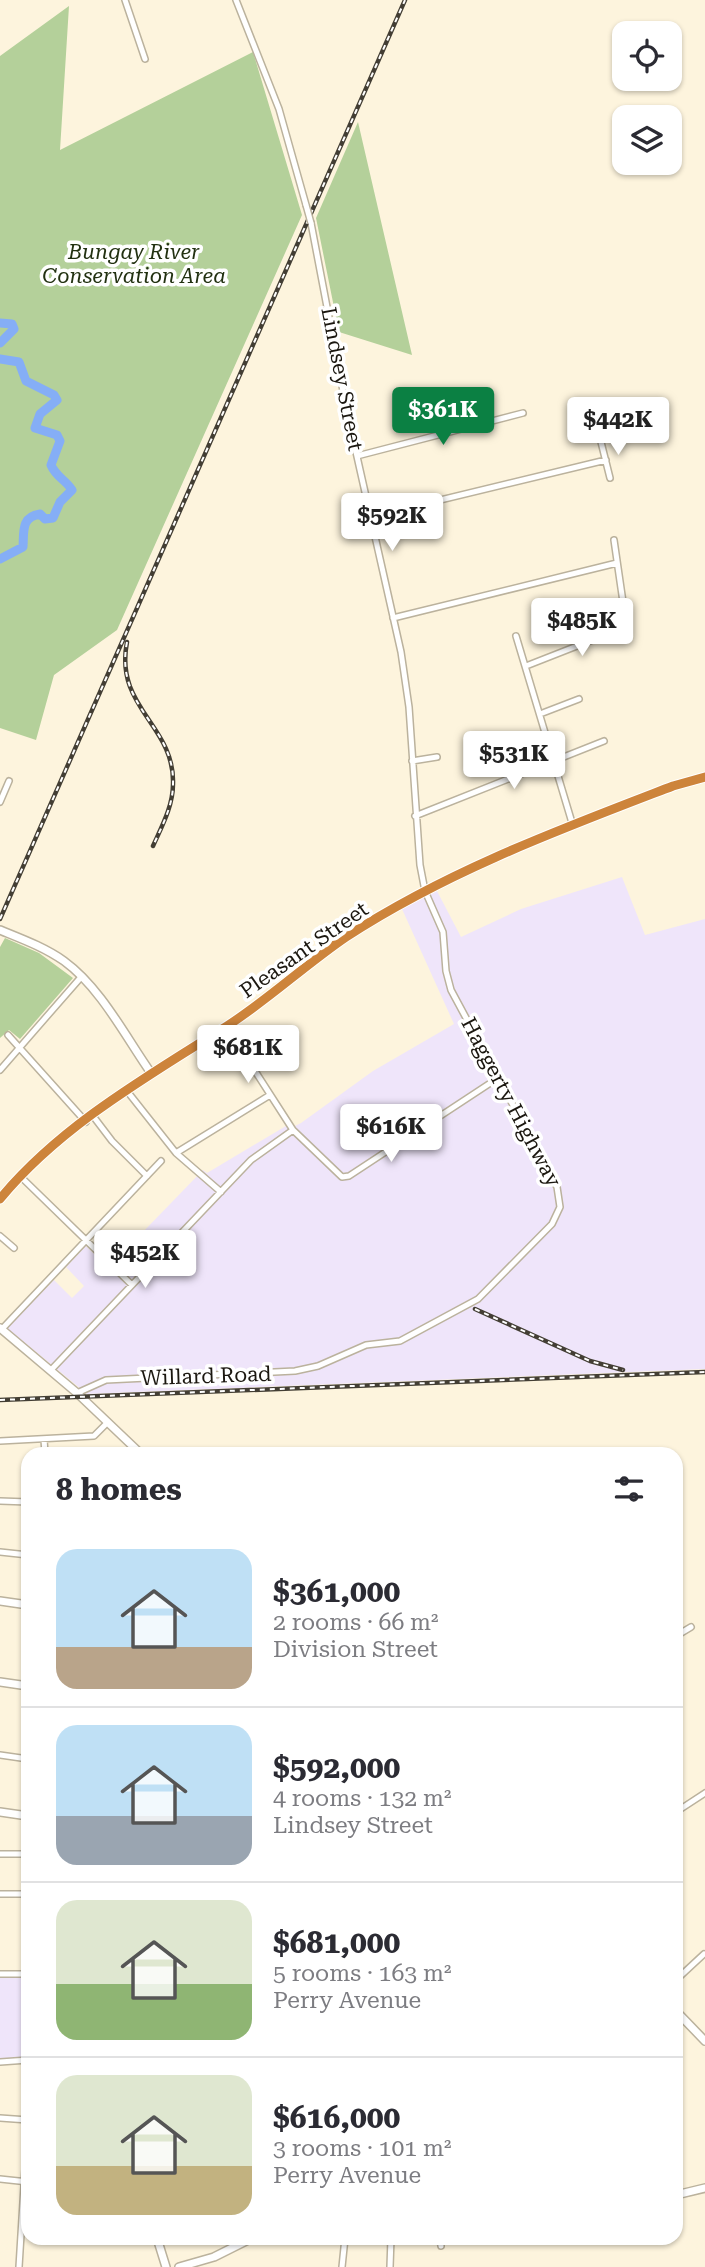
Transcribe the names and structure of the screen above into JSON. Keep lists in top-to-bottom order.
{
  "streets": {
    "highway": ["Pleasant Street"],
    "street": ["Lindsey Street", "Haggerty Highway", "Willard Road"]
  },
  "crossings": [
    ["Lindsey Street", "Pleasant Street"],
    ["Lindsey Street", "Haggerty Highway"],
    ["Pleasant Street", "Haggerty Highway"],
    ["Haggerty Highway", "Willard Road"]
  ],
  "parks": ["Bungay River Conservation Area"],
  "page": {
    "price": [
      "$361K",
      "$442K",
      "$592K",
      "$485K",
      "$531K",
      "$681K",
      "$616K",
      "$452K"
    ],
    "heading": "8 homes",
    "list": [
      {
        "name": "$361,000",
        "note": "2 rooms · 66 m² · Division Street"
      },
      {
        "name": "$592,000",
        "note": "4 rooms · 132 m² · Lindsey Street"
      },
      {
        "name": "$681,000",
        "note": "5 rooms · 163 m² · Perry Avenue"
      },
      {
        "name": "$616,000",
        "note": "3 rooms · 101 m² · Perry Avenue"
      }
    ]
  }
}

════════════════════

WORK REQUIRED — Copy every record exactly; no pictures.

FINISHED TASK —
Transcribe the names and structure of the screen above into JSON. Keep lists in top-to-bottom order.
{
  "streets": {
    "highway": ["Pleasant Street"],
    "street": ["Lindsey Street", "Haggerty Highway", "Willard Road"]
  },
  "crossings": [
    ["Lindsey Street", "Pleasant Street"],
    ["Lindsey Street", "Haggerty Highway"],
    ["Pleasant Street", "Haggerty Highway"],
    ["Haggerty Highway", "Willard Road"]
  ],
  "parks": ["Bungay River Conservation Area"],
  "page": {
    "price": [
      "$361K",
      "$442K",
      "$592K",
      "$485K",
      "$531K",
      "$681K",
      "$616K",
      "$452K"
    ],
    "heading": "8 homes",
    "list": [
      {
        "name": "$361,000",
        "note": "2 rooms · 66 m² · Division Street"
      },
      {
        "name": "$592,000",
        "note": "4 rooms · 132 m² · Lindsey Street"
      },
      {
        "name": "$681,000",
        "note": "5 rooms · 163 m² · Perry Avenue"
      },
      {
        "name": "$616,000",
        "note": "3 rooms · 101 m² · Perry Avenue"
      }
    ]
  }
}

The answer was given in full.